I have come to really love the whole world of Phlomis. So many great plants, especially for those of us who are drought-challenged on occasion, and, in my garden, there is a phlomis doing something all year round. I never set out to have so many, but I adore the shapes, the foliage, the flowers and the strong scent (which even I can smell) that the summer-flowering phlomis give off when the temperatures mount.
I have often blogged about Phlomis russeliana, so I won’t repeat myself. Suffice to say that the foliage can be a bit dog-eared in the winter if it is a wet one, but, if not, it holds up really well and the hairy leaves attract the frost quite beautifully.
Phlomis purpurea started blooming for me in February, carrying on in full flush until the end of April, and still flowering off and on even now. It may have regretted this, as February was a very wet month, and one of the plants is having a bit of a dieback right now. But my experience of this plant is that it does periodically take the hump, but, usually, there are newer shoots that remain alive and kicking, and so some judicious pruning will allow those to carry on. With me, growing in a hot and sunny position in poor soil, it reaches 1.25m high and wide. It is a very sculptural shape, making a big bowl of standing stems with the delicate colouring of the flowers as a bonus.
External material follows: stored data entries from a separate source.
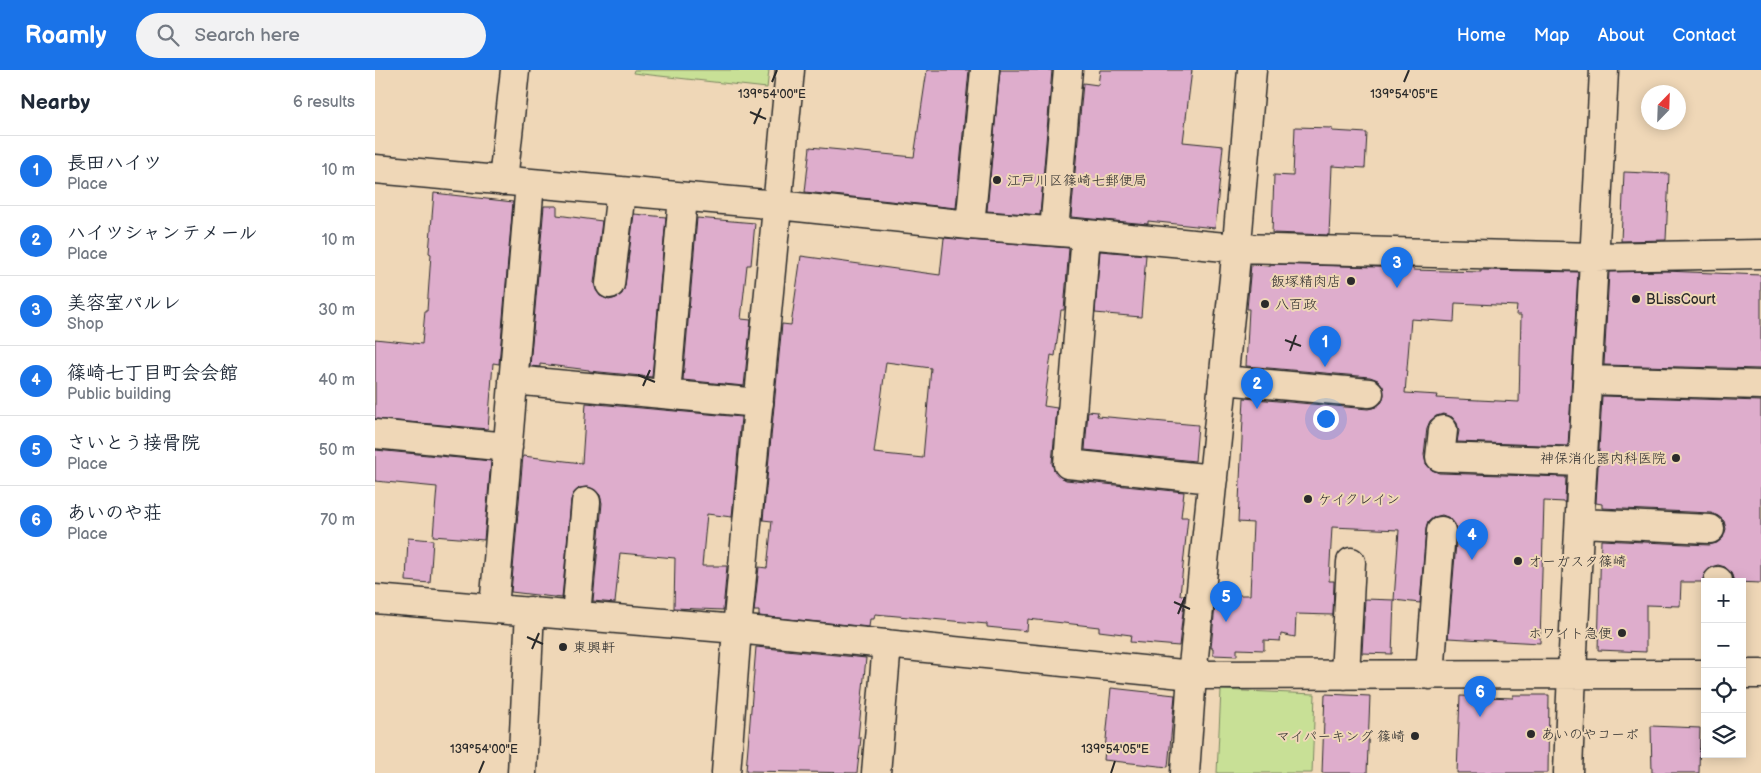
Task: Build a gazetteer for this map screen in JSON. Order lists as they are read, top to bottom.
{
  "places": [
    "江戸川区篠崎七郵便局",
    "飯塚精肉店",
    "BLissCourt",
    "八百政",
    "神保消化器内科医院",
    "ケイクレイン",
    "オーガスタ篠崎",
    "ホワイト急便",
    "東興軒",
    "あいのやコーポ",
    "マイパーキング 篠崎"
  ],
  "north": "top right",
  "page": {
    "header": "Roamly",
    "search": "Search here",
    "nav": [
      "Home",
      "Map",
      "About",
      "Contact"
    ],
    "heading": ["Nearby", "6 results"],
    "list": [
      {
        "mark": "1",
        "name": "長田ハイツ",
        "note": "Place",
        "value": "10 m"
      },
      {
        "mark": "2",
        "name": "ハイツシャンテメール",
        "note": "Place",
        "value": "10 m"
      },
      {
        "mark": "3",
        "name": "美容室パルレ",
        "note": "Shop",
        "value": "30 m"
      },
      {
        "mark": "4",
        "name": "篠崎七丁目町会会館",
        "note": "Public building",
        "value": "40 m"
      },
      {
        "mark": "5",
        "name": "さいとう接骨院",
        "note": "Place",
        "value": "50 m"
      },
      {
        "mark": "6",
        "name": "あいのや荘",
        "note": "Place",
        "value": "70 m"
      }
    ],
    "pins": [
      "3",
      "1",
      "2",
      "4",
      "5",
      "6"
    ],
    "map_buttons": ["+", "−"]
  },
  "coordinates": ["139°54'00\"E", "139°54'05\"E"]
}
The plant that started it all off for me was given to me by Professor Katherine Worth, of Royal Holloway College in London way back in the mid80s when Andy taught there. She gave me the Phlomis variety that is probably the most commonly grown in the UK, Phlomis fruticosa. Against our garden fence in Surrey, it soon reached a massive 1.75m or so height and width, and made a very queenly statement in our first proper garden. It remains evergreen all through winter, and is a truly great shrub in my view, but does need space. I was forced to take action against ours last year, but really what I need to do is make that area a priority for next year, so that it gets the space it needs. Hence, it looks a bit straggly in the photograph.
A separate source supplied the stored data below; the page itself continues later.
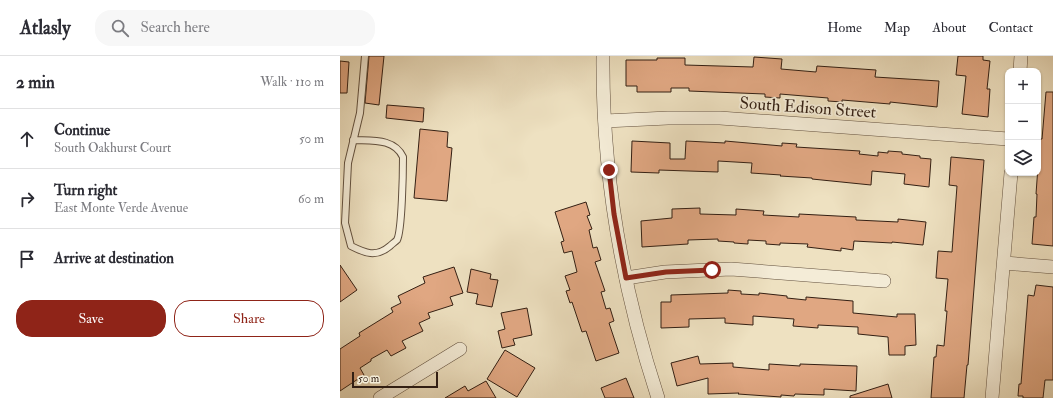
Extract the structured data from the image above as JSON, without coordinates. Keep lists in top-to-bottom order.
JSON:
{
  "streets": {
    "street": ["South Edison Street"]
  },
  "scale_bar": "50 m",
  "page": {
    "header": "Atlasly",
    "search": "Search here",
    "nav": [
      "Home",
      "Map",
      "About",
      "Contact"
    ],
    "heading": ["2 min", "Walk · 110 m"],
    "map_buttons": ["+", "−"],
    "list": [
      ["Continue", "South Oakhurst Court", "50 m"],
      ["Turn right", "East Monte Verde Avenue", "60 m"],
      "Arrive at destination"
    ],
    "buttons": ["Save", "Share"],
    "scale": "50 m"
  }
}
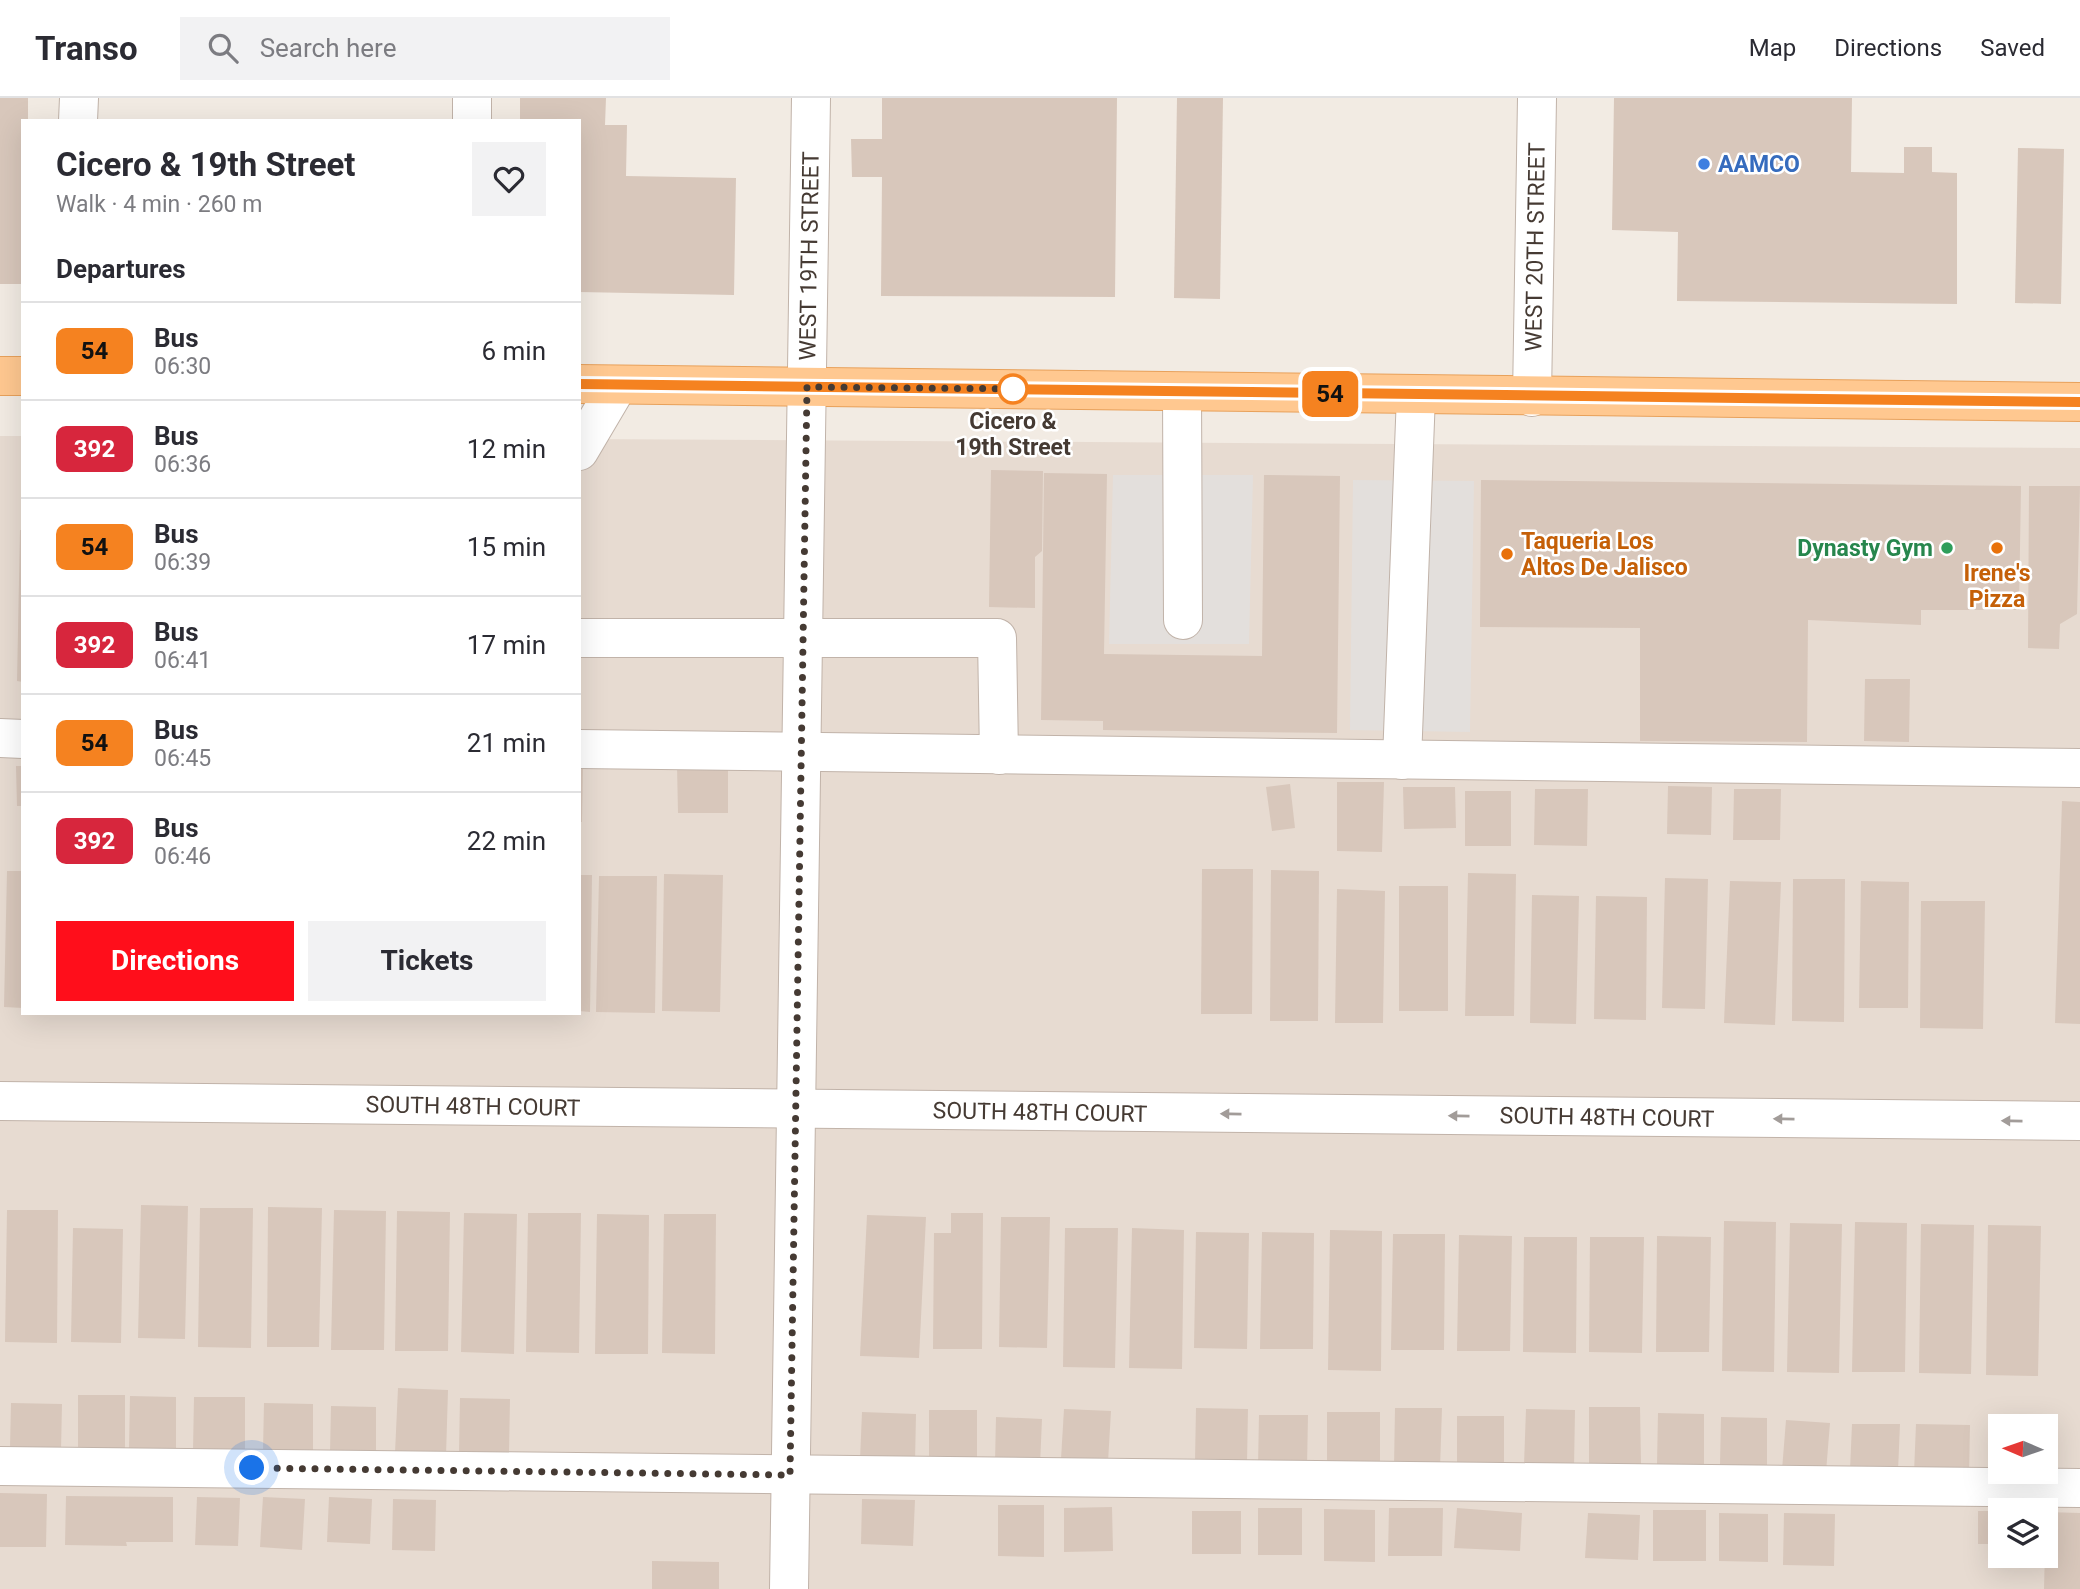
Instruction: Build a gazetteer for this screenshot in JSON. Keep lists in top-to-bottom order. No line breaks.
{"streets":{"street":["WEST 20TH STREET","WEST 19TH STREET","SOUTH 48TH COURT"]},"crossings":[["WEST 19TH STREET","SOUTH 48TH COURT"]],"one_way":["SOUTH 48TH COURT"],"places":["AAMCO","Cicero & 19th Street","Dynasty Gym","Irene's Pizza","Taqueria Los Altos De Jalisco"],"lines":["bus line 54"],"north":"left","page":{"header":"Transo","search":"Search here","nav":["Map","Directions","Saved"],"on_map":"54","heading":[["Cicero & 19th Street","Walk · 4 min · 260 m"],"Departures"],"list":[{"mark":"54","name":"Bus","note":"06:30","value":"6 min"},{"mark":"392","name":"Bus","note":"06:36","value":"12 min"},{"mark":"54","name":"Bus","note":"06:39","value":"15 min"},{"mark":"392","name":"Bus","note":"06:41","value":"17 min"},{"mark":"54","name":"Bus","note":"06:45","value":"21 min"},{"mark":"392","name":"Bus","note":"06:46","value":"22 min"}],"buttons":["Directions","Tickets"]}}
I know I did have a Phlomis tuberosa ‘Amazone’, but I can’t talk about that as it has disappeared from the scene. This has happened once before, so it may be telling me something. But a tall, slender Phlomis cousin is doing very well and producing lots of little ones that I am busily potting up. Phlomis ‘Samia’ is spectacular. Upright, statuesque spikes with paired heart-shaped leaves are then joined by pale lilac, almost dusty brown flowers in the classic Phlomis whorled shape. It takes a while to get going in my view, and absolutely prefers hot, sunny spots with poor soil, and no additional water than whatever turns up as rain. It really doesn’t need good soil and would risk getting too wet in the winter which would kill it. So I would recommend ignoring good soil requirements on many sites and in many books.
Olivier Filippi, the topclass nurseryman and author on dry gardening, produced a hybrid bred from longifolia and fruticosa stock, and it is a superb plant. Phlomis ‘Le Sud’ has a warmer yellow flower than fruticosa and more vivid green leaves with a hint of longifolia about them, and makes a mound just a bit more than a metre high and wide. It is as tough as old boots but much prettier. Very drought resistant, evergreen, undemanding.
And another phlomis that I fell over, and am also fond of, which is, I think, going to be a little smaller in habit than ‘Le Sud’ is Phlomis longifolia var. bailanica. It is often described as being only marginally hardy, but I would agree with Beth Smith of the Plant Heritage Devon Group. She describes it as being hardy to -15C. You can see her own photograph on the link which shows the longer, slimmer leaves better than mine.
If you would like a more exotic tint to your foliage, you could try this.
This tall phlomis, Phlomis x termesii, with a very upright habit, has wonderful golden-kissed felting on the young foliage, and longer, slimmer longifolia type leaves. I bought this from Olivier Filippi’s nursery three years ago and it gets better every year. Recently, from the new owners of La Petite Pepiniere, I bought my smallest Phlomis. Phlomis cretica is a tot by comparison with the others, and doesn’t look much right now, but I know it will come good to make a small shrublet of about 0.5m high and wide. It is a tiny star in the making.